• _TASK DESCRIPTION_: From the first line of the records through the line containing "0 #584430) drop-shadow(-2px", retype every line exactly and nothing else.

Collected data entries:
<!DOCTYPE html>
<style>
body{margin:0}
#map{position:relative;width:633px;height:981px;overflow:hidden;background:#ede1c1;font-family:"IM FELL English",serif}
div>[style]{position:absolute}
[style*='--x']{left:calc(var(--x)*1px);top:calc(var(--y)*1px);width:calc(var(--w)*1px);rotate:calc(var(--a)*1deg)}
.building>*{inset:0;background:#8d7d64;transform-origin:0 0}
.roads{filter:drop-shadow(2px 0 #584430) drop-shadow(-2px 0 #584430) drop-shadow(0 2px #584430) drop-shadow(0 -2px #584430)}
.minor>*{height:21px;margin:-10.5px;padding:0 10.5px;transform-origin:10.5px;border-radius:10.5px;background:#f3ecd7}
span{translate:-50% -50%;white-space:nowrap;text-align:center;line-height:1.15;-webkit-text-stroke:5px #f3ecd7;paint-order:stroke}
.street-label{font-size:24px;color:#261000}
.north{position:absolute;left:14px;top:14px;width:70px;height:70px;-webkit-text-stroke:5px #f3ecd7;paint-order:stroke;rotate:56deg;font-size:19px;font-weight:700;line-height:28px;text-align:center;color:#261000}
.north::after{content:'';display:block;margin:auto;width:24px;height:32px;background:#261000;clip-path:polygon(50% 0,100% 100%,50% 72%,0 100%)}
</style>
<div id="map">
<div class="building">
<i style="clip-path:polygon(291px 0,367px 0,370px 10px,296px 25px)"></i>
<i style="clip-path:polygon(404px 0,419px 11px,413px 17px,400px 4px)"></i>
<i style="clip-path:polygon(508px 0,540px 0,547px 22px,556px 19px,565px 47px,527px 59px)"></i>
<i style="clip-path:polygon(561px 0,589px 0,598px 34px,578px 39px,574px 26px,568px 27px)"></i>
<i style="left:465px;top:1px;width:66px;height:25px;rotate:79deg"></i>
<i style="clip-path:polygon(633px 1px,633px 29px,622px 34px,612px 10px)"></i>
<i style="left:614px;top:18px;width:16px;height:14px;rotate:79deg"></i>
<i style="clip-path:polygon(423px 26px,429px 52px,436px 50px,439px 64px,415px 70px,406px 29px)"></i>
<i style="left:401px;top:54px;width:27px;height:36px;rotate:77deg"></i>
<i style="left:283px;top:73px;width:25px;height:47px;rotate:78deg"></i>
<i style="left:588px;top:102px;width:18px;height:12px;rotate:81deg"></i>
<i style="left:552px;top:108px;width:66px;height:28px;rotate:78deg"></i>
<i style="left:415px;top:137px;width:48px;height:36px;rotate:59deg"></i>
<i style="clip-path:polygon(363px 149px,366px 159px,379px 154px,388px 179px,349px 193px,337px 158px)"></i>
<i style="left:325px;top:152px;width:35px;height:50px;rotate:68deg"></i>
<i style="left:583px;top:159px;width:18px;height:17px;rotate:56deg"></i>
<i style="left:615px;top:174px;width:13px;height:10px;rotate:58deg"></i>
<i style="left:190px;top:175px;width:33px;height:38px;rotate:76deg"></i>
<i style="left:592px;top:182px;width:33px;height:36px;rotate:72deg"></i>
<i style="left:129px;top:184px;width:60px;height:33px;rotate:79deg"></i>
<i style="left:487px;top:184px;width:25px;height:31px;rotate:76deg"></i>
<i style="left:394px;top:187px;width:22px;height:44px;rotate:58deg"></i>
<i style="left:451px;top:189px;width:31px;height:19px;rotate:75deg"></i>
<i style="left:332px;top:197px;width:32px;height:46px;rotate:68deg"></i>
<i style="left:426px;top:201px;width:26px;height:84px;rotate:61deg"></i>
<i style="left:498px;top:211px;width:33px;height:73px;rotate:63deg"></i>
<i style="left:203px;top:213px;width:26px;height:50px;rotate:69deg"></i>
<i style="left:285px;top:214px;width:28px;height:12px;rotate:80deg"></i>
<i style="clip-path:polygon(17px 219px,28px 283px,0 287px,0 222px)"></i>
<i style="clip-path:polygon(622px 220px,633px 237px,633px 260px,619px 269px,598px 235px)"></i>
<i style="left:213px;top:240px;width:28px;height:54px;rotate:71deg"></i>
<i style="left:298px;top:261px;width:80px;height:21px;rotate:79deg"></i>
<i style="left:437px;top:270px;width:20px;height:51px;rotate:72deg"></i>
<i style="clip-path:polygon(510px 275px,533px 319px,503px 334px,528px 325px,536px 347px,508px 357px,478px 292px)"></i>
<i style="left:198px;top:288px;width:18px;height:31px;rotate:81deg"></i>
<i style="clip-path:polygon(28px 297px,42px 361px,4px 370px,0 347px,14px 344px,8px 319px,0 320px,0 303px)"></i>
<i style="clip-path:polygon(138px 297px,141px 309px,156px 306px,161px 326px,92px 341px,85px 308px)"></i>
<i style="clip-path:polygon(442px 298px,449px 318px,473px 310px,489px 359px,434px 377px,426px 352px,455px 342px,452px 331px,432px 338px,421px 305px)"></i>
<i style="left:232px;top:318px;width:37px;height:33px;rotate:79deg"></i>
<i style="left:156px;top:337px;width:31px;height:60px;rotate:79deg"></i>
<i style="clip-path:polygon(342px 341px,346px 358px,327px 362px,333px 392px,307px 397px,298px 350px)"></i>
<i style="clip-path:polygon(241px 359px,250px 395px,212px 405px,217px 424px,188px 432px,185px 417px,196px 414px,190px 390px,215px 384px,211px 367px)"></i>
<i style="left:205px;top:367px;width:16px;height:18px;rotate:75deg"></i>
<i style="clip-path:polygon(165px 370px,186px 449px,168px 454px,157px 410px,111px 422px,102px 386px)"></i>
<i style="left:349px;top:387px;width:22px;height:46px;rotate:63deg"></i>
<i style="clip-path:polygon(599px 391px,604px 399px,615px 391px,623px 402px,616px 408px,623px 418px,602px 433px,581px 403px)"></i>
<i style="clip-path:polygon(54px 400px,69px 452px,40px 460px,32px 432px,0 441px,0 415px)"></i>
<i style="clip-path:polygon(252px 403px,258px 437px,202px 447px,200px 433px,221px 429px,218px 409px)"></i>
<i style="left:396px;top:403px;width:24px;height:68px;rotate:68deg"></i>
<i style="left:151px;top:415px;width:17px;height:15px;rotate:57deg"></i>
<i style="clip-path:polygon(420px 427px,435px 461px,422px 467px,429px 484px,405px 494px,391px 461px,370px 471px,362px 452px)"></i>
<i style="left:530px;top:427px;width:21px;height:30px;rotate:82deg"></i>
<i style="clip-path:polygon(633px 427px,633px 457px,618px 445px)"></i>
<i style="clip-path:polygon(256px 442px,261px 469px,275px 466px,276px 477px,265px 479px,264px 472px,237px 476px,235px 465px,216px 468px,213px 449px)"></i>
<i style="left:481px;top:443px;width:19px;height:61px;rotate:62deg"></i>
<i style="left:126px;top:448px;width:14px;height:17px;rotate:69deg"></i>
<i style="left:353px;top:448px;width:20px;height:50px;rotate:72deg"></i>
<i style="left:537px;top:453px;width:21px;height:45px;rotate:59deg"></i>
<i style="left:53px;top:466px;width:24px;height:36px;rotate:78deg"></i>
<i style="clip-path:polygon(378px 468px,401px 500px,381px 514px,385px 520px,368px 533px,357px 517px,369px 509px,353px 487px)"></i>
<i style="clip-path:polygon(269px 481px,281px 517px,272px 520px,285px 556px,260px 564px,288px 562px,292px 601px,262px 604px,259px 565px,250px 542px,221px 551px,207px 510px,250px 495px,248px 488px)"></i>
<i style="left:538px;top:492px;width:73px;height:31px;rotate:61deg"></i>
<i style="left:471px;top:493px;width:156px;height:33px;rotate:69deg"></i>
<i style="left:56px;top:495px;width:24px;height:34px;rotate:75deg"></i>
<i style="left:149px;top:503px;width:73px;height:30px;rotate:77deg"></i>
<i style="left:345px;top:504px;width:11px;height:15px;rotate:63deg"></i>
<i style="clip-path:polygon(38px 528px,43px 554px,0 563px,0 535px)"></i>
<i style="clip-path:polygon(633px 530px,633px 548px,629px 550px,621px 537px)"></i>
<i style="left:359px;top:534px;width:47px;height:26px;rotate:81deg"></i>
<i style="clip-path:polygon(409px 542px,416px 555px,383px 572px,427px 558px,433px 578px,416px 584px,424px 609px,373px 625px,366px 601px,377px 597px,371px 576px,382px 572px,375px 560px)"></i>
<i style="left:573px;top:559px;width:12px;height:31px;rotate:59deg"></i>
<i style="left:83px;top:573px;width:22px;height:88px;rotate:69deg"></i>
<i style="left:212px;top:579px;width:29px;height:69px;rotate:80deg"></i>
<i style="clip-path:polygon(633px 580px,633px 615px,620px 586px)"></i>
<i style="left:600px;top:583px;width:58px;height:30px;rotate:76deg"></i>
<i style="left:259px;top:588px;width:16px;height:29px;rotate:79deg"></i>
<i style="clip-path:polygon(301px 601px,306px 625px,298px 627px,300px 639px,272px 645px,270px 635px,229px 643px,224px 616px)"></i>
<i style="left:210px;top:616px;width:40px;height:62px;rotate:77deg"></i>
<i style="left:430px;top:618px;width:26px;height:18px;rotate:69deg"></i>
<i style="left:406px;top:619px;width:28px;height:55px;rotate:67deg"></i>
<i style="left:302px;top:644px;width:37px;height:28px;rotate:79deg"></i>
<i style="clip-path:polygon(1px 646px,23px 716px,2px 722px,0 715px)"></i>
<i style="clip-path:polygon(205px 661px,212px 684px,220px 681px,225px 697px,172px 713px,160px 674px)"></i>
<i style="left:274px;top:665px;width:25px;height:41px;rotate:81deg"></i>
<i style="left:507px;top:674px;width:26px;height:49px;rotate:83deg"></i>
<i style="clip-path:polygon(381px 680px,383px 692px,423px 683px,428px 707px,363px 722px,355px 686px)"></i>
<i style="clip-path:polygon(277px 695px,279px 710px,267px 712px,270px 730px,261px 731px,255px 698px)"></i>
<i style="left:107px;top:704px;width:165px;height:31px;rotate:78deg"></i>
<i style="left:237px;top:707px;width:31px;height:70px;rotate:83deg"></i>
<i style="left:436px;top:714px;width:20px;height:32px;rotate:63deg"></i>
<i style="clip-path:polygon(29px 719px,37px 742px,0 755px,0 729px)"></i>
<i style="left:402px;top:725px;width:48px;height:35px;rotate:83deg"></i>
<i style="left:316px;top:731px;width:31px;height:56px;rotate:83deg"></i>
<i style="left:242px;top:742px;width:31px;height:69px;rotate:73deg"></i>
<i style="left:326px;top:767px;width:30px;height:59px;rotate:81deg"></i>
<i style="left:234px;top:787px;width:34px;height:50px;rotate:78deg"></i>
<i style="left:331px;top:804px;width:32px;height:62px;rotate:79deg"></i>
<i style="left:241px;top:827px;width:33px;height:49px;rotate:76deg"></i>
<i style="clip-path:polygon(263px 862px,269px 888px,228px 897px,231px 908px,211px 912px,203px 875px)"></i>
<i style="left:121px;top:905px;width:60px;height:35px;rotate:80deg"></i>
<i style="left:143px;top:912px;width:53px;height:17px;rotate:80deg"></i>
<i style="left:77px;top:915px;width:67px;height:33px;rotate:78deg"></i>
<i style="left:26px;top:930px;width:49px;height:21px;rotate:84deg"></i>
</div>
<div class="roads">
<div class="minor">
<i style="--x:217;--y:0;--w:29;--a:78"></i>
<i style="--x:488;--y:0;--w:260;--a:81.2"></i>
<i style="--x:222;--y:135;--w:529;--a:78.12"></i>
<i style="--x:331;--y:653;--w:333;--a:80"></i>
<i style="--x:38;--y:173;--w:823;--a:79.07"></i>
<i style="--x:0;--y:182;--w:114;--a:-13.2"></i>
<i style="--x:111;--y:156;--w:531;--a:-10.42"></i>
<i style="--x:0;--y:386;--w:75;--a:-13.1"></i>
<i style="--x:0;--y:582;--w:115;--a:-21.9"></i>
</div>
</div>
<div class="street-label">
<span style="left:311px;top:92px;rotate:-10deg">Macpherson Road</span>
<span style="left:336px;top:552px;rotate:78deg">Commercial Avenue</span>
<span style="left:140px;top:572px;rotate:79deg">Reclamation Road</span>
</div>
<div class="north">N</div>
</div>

• _REPLY TO THE EXERCISE_:
<!DOCTYPE html>
<style>
body{margin:0}
#map{position:relative;width:633px;height:981px;overflow:hidden;background:#ede1c1;font-family:"IM FELL English",serif}
div>[style]{position:absolute}
[style*='--x']{left:calc(var(--x)*1px);top:calc(var(--y)*1px);width:calc(var(--w)*1px);rotate:calc(var(--a)*1deg)}
.building>*{inset:0;background:#8d7d64;transform-origin:0 0}
.roads{filter:drop-shadow(2px 0 #584430) drop-shadow(-2px 0 #584430) drop-shadow(0 2px #584430) drop-shadow(0 -2px #584430)}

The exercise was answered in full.